§ **WORK REQUIRED**:
In the data below, which lines hold the word "auto"? Copy them.
**** PROVIDED RECORDS
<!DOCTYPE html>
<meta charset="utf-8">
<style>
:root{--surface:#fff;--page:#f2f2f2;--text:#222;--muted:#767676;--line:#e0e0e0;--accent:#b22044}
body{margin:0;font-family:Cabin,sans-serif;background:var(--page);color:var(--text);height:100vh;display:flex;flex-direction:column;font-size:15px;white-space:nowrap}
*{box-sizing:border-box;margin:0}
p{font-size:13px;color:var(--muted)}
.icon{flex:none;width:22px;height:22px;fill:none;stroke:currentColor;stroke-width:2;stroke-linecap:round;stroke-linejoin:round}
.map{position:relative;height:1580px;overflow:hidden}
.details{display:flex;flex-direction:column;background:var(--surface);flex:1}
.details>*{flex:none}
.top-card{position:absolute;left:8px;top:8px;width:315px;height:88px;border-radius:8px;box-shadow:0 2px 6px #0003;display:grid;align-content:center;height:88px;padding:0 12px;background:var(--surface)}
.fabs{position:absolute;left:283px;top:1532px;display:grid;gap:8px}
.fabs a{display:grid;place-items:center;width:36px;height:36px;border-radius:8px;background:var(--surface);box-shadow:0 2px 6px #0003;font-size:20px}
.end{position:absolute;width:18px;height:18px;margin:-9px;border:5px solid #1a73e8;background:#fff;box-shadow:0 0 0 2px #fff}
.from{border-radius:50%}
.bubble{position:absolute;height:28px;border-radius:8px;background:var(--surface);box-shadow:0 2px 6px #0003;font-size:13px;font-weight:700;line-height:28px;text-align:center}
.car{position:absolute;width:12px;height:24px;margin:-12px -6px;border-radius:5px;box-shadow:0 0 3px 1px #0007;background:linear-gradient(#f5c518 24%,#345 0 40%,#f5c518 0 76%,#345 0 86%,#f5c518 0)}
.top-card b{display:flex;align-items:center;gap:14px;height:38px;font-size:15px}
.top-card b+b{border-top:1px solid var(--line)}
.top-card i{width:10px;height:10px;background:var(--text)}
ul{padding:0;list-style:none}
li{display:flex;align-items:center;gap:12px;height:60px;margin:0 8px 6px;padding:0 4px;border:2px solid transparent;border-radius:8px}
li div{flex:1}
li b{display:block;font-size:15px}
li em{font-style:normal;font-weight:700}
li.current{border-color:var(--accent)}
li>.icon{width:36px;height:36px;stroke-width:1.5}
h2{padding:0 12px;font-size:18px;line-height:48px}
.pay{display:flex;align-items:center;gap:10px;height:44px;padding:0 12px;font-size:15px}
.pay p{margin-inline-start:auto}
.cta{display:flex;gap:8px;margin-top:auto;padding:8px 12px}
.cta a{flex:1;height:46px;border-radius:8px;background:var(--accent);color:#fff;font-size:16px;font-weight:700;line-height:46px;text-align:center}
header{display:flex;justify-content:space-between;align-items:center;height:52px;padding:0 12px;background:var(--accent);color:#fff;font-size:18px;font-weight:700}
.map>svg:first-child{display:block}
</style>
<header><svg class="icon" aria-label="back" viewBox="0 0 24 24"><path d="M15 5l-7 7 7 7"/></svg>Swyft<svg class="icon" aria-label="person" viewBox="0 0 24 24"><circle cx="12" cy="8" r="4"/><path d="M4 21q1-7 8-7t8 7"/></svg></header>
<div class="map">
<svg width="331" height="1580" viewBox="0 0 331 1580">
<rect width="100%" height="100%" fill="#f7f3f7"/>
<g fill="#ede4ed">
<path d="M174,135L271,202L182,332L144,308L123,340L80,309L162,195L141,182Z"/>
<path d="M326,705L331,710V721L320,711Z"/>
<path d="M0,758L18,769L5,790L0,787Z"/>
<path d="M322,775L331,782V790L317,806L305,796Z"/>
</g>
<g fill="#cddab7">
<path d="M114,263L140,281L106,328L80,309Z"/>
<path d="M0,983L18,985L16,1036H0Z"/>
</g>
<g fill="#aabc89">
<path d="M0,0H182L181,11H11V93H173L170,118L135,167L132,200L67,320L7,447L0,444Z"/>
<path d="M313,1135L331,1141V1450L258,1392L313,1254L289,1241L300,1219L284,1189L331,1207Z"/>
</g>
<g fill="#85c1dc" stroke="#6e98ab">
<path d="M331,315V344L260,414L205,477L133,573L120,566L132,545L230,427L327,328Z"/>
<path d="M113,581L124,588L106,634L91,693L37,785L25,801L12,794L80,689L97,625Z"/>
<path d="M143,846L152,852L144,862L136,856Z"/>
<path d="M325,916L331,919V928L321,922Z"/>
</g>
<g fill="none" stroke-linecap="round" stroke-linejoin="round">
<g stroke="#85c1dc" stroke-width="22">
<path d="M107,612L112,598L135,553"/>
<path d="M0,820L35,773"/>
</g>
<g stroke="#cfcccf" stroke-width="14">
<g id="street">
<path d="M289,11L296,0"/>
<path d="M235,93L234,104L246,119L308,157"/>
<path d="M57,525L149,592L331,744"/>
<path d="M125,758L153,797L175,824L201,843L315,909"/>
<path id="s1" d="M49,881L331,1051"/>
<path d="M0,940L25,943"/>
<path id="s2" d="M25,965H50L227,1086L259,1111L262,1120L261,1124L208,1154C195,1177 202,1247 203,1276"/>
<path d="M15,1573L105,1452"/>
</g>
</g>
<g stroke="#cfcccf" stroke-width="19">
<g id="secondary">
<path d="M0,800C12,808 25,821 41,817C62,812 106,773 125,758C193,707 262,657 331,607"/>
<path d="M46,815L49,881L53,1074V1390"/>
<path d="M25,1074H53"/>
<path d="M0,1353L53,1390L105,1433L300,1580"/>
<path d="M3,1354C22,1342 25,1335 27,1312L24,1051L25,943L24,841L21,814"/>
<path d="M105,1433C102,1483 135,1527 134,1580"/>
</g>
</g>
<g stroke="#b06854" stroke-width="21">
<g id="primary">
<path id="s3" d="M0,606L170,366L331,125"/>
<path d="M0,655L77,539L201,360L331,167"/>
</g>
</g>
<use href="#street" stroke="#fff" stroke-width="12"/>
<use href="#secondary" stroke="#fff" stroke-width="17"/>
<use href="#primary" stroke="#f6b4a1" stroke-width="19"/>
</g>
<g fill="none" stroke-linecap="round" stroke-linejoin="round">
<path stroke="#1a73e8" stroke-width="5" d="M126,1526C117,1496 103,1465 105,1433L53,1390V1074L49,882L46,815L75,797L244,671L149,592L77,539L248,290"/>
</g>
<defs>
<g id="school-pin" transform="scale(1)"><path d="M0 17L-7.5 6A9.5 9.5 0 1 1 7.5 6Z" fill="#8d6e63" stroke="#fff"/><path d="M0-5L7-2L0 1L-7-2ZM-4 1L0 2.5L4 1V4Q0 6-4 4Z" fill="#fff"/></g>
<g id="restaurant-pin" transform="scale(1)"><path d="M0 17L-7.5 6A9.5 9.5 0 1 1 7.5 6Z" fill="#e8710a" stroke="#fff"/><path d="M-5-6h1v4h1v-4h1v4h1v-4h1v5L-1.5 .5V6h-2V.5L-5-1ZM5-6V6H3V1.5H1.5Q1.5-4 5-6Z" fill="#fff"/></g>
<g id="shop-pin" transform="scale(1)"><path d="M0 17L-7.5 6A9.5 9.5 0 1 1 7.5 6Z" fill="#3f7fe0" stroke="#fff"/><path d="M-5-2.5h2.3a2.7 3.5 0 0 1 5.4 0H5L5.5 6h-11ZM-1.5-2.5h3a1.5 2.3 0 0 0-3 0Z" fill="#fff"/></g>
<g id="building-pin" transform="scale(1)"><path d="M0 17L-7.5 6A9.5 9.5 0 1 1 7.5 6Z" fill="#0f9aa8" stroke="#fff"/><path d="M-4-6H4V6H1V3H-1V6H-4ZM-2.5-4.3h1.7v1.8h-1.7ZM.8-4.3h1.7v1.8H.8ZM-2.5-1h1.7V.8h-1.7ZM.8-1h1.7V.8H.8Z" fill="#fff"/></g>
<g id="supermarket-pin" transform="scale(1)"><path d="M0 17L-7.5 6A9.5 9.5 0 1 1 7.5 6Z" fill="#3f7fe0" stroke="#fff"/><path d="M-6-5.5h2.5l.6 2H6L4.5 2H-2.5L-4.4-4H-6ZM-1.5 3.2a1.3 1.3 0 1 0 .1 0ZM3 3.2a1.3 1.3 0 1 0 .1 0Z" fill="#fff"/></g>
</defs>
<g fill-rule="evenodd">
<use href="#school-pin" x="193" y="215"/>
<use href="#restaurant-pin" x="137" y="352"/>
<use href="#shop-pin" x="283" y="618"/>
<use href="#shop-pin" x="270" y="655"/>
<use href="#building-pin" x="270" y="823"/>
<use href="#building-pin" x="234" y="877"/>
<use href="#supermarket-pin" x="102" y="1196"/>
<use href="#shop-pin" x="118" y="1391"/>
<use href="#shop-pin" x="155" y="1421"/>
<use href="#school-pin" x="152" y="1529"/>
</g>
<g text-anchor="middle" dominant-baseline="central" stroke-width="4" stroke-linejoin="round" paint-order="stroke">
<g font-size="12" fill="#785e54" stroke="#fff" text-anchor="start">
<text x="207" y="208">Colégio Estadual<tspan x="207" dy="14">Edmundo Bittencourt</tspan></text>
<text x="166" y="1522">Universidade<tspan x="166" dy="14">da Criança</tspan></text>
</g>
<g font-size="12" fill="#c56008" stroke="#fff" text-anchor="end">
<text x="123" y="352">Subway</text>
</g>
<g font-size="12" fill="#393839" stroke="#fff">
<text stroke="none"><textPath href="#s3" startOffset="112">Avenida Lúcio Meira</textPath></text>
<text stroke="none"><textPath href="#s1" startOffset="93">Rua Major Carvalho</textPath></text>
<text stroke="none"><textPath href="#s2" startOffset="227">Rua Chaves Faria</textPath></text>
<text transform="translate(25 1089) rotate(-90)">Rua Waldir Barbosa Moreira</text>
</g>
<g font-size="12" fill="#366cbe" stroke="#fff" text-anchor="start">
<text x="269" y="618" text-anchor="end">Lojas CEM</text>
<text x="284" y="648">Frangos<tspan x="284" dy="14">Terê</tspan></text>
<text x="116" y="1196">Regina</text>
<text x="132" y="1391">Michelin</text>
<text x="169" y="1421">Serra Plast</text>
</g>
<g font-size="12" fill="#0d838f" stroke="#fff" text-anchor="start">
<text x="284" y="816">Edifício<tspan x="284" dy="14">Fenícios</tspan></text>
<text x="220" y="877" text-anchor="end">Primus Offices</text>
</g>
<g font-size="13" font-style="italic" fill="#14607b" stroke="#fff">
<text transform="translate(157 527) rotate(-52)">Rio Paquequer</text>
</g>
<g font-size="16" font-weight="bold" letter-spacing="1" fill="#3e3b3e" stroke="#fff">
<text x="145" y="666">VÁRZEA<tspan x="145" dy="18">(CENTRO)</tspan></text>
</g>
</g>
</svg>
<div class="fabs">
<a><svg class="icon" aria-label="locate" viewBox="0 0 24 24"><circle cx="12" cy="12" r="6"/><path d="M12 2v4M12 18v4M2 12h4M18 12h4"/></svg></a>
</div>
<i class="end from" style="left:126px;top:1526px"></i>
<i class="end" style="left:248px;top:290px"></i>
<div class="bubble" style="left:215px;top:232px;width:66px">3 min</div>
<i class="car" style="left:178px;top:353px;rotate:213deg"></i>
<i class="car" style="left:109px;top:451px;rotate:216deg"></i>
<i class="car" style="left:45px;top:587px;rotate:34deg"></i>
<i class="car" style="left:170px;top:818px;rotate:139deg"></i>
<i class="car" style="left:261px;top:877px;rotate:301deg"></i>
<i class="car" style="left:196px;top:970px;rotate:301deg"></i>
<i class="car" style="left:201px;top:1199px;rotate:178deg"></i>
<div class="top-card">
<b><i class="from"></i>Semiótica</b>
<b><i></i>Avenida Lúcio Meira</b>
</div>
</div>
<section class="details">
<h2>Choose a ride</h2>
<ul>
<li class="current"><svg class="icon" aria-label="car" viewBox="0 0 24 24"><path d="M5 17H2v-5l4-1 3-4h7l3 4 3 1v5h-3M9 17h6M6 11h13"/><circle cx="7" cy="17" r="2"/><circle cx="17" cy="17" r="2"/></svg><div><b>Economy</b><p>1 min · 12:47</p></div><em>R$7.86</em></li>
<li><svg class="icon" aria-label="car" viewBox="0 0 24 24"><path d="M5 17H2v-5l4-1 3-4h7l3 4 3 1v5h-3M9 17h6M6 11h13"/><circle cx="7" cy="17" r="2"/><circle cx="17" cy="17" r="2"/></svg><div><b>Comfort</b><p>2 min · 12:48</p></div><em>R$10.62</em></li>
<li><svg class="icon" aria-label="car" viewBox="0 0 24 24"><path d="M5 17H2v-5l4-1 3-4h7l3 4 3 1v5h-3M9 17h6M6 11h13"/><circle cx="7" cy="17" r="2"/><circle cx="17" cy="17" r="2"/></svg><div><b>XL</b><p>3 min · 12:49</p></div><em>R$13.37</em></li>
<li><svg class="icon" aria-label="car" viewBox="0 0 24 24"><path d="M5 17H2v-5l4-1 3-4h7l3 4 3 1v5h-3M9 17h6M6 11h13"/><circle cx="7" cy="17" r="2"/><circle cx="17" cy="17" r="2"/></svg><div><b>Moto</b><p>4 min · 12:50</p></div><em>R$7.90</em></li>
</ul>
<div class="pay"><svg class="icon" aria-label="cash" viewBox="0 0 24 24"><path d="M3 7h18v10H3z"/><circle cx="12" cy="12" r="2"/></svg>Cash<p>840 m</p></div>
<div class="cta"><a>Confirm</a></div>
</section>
********
§ **ANSWER BELOW**:
.pay p{margin-inline-start:auto}
.cta{display:flex;gap:8px;margin-top:auto;padding:8px 12px}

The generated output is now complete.